The full text of the interview is published on the Religion & Ethics Newsweekly web site. The following are excerpts from Professor Singer’s comments.
Peter Singer,
Professor of Ethics in the Center of Human Values at Princeton UniversityGenesis is ‘factually false’
“I think that the Judeo-Christian tradition does have an unjustifiable bias in favor of human beings as clay human beings. And to that extent, it needs to be fairly fundamentally revised. I mean if you look simply at the book of Genesis, you see there the idea that humans are special, that God created humans in his own image, that he gave them dominion over the other animals. Since Darwin, we’ve known that that’s factually false, and now we’ve got to draw the moral implications of understanding that it’s factually false.”
Existence of God ‘makes no sense’
“I don’t believe in the existence of God, so it makes no sense to me to say that each human being is a creature of God. It’s as simple as that.”
Golden Rule is not exclusive
“… I could say that I am part of a religious tradition in that it’s – it’s very like the Golden Rule. But, of course, the Golden Rule is not exclusive to the Judeo-Christian tradition. You find it in other religions -religious traditions, too.”
How to reduce suffering
“Now, one of the things that I see as various ways in which we could quite easily reduce the amount of suffering there is in the universe – we could stop doing a lot of things to animals that we don’t need to do that would relieve their suffering. We could give some of the superfluous wealth that we enjoy in nations like the United States and use it relieve the terrible suffering of people on the edge of malnutrition and dying from easily preventable diseases in India, or parts of Africa, or wherever. And, of course, we could enable people who are dying from diseases like cancer, who are in pain and distress and say, ‘Look, I’ve had enough. I don’t want to go on’ – we could enable them to reach their own decision about when they’ve had enough.”
It’s OK to kill a ‘sick, old person’
“It would be all right to kill a sick, old person when that person has asked to be killed, and when that request has been made clearly and persistently; and when we are convinced that the person is in a sound, rational frame of mind and is, you know, making that decision for good reason – such as the fact that he or she has terminal cancer. That’s the only case in which I think it would be justified.”

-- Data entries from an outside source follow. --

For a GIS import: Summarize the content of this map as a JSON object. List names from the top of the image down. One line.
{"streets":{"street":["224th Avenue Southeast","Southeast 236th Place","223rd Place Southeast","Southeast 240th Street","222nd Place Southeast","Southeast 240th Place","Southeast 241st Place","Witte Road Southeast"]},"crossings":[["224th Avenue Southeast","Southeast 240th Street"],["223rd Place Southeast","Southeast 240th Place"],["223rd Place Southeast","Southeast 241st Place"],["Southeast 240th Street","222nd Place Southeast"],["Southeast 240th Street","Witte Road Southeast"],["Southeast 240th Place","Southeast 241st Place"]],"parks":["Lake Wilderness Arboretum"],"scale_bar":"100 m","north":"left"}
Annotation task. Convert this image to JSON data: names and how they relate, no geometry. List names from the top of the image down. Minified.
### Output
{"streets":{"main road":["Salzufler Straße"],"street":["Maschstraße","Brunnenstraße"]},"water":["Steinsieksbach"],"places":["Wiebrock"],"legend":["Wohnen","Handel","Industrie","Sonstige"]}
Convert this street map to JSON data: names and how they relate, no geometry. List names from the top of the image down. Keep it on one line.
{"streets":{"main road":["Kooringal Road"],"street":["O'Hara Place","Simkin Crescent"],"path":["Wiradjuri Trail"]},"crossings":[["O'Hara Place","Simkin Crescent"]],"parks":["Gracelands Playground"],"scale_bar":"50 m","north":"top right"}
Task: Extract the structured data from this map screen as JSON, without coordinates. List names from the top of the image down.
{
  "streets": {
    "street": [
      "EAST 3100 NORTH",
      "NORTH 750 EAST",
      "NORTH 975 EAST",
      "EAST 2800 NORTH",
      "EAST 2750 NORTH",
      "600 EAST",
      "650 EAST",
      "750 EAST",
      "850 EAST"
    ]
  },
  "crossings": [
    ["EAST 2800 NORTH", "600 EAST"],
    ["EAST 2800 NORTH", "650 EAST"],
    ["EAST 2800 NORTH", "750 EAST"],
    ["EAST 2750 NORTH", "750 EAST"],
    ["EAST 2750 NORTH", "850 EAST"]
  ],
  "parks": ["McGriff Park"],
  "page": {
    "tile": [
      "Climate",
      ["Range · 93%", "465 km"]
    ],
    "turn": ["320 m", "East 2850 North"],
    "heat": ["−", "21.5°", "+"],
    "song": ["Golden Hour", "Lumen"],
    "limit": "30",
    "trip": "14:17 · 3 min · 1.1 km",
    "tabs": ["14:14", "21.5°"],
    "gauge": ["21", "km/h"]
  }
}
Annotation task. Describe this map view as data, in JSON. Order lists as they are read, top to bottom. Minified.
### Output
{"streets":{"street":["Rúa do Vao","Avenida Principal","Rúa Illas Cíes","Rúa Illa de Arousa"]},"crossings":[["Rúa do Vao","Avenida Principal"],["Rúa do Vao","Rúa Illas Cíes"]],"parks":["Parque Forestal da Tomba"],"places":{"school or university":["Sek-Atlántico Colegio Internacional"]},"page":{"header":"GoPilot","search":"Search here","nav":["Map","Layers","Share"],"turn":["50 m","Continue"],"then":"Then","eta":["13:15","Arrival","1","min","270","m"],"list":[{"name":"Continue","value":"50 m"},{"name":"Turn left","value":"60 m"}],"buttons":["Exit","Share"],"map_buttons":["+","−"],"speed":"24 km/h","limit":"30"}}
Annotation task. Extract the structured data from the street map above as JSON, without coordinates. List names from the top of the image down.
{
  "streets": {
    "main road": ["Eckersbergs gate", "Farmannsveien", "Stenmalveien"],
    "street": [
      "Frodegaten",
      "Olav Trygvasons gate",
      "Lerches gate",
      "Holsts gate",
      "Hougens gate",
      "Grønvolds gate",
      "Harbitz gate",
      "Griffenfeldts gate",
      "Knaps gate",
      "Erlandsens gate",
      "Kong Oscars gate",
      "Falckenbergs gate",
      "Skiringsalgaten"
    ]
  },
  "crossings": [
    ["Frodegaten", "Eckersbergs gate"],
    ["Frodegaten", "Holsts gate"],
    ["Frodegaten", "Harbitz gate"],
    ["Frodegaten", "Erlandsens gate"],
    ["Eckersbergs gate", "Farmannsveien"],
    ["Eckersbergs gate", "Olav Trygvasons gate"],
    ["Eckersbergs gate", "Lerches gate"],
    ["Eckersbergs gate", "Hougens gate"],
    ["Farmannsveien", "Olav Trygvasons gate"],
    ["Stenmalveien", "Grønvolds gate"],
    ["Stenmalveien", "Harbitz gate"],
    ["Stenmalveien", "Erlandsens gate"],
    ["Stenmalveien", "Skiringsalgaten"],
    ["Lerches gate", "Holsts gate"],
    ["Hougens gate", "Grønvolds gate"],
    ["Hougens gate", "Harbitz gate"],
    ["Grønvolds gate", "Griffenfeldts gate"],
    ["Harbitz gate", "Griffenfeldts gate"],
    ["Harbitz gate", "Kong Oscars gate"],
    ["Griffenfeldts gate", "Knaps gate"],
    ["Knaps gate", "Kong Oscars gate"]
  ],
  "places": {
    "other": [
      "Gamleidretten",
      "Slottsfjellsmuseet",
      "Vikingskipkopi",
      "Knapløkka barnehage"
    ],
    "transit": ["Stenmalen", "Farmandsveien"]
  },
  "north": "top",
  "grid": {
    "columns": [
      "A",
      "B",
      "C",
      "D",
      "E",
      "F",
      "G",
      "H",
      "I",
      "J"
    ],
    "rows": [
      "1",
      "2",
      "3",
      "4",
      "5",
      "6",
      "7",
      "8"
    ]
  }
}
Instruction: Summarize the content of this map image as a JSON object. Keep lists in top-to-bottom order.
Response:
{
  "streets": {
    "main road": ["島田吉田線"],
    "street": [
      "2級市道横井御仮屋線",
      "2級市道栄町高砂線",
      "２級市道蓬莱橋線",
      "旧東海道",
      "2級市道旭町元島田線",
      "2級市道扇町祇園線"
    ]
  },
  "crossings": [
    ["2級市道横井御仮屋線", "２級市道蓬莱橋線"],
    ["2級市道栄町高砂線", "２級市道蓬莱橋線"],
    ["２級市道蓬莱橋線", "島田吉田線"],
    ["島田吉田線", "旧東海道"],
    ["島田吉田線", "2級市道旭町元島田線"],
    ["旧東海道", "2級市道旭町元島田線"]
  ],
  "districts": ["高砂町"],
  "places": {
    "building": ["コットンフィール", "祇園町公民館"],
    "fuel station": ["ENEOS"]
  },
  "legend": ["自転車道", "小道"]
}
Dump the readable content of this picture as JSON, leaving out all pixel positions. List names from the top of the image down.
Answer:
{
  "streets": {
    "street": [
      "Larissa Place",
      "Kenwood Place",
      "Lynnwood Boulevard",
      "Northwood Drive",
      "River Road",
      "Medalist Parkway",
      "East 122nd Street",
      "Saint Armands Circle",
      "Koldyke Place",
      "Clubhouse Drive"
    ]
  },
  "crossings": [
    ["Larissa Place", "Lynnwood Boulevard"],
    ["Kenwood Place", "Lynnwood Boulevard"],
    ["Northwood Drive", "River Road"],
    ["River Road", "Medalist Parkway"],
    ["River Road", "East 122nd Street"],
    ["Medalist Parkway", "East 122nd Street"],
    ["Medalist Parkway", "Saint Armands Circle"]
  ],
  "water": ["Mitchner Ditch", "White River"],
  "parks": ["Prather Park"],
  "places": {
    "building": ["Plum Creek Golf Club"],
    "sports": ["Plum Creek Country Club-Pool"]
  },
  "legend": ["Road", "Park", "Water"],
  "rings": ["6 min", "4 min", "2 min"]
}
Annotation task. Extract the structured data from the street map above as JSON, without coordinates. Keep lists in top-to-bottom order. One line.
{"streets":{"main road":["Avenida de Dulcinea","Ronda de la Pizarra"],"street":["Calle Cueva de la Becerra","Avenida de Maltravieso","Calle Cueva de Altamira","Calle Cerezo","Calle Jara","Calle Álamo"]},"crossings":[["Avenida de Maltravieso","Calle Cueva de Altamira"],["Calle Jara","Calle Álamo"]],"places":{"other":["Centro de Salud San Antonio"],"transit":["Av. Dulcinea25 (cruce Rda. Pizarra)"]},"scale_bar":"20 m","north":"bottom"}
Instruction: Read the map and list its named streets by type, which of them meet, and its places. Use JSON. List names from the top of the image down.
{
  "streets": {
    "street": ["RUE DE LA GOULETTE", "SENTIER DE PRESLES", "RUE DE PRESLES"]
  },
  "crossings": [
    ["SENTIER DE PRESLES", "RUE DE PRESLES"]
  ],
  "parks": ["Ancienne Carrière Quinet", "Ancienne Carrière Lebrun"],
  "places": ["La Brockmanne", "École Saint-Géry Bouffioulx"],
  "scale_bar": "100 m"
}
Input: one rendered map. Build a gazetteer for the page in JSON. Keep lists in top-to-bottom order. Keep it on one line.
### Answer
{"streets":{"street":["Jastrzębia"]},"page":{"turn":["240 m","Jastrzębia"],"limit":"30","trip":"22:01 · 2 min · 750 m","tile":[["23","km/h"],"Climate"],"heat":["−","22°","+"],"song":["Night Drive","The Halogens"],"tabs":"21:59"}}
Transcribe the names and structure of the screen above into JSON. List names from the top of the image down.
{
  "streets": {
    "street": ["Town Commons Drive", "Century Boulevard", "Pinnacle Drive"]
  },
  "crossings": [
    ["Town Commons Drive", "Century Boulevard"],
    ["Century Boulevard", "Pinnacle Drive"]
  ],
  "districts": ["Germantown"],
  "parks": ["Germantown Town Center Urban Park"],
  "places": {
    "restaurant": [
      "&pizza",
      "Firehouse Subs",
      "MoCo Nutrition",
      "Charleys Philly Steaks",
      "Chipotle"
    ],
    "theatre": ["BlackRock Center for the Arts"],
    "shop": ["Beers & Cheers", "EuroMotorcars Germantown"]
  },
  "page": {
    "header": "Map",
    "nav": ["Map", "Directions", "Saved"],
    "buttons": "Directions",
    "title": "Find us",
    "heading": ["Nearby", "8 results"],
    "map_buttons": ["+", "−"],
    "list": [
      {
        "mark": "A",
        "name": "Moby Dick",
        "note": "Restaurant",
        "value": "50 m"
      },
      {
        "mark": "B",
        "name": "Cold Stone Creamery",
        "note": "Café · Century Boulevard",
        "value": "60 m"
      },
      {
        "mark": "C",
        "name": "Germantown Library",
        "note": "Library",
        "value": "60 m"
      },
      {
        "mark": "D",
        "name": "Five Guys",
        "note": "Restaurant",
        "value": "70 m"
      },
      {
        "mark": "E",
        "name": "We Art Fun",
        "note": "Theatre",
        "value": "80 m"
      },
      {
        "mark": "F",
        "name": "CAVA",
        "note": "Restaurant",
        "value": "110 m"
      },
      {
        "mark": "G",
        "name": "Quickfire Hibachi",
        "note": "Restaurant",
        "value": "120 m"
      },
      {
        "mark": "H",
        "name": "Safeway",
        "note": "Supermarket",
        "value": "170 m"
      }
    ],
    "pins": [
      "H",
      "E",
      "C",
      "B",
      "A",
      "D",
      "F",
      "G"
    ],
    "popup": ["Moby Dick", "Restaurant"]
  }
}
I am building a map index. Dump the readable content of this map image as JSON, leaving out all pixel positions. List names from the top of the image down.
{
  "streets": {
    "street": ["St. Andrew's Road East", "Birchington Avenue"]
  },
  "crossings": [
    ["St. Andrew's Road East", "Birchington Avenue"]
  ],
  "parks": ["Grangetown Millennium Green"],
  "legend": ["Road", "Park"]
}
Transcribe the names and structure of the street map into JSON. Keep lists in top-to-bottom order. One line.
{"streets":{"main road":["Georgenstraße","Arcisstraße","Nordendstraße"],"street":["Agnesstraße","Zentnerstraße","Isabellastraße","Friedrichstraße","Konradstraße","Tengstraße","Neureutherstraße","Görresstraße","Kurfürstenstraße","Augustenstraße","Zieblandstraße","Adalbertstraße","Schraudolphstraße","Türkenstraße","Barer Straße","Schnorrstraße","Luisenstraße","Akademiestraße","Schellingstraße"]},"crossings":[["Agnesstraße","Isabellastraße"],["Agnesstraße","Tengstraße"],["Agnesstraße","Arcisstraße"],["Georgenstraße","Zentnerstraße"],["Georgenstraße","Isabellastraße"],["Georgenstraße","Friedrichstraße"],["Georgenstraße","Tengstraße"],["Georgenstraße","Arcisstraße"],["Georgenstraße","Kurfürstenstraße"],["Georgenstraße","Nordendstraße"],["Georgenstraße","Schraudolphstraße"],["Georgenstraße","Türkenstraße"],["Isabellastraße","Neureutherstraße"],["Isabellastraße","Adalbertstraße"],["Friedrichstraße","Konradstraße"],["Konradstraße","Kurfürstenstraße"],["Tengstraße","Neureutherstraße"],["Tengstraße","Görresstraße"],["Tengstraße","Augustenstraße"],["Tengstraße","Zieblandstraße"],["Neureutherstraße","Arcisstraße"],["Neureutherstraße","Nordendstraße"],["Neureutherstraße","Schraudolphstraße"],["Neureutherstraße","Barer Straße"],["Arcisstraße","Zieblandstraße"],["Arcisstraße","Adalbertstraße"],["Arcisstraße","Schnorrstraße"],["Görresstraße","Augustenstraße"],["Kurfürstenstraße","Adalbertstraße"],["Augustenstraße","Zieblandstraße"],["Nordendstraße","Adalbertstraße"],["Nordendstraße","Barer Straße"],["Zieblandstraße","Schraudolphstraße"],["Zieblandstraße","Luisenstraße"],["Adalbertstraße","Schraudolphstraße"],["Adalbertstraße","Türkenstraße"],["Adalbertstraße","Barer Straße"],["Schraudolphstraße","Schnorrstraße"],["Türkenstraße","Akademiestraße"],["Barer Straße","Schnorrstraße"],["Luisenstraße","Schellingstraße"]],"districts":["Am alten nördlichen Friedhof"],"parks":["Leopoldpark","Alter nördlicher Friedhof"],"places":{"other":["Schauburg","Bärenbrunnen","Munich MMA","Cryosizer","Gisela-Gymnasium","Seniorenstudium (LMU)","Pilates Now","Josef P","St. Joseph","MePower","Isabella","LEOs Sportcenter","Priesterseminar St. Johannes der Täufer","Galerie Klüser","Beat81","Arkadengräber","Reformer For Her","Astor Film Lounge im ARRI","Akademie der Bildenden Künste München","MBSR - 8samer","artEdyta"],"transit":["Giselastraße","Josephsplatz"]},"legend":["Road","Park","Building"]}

Case for animal liberation
“The case for animal liberation is very simple. It’s that animals can feel or have interests. There is no reason why we should give less consideration to their interests than we give to similar interests of our own. I mean the fact that they’re not members of our species is, in itself, no more morally relevant than the fact that a . . . being is not a member of my race or not a member of my sex would be morally relevant to saying that we should give that being less consideration than we give ourselves.”
A student organization, Princeton Students Against Infanticide, has been strongly critical of Singer’s views about the sanctity of life. The organization will hold a rally, “A Witness to the Value of All Human Life,” at 1 p.m. September 21. The students are also circulating a petition against Singer’s hiring.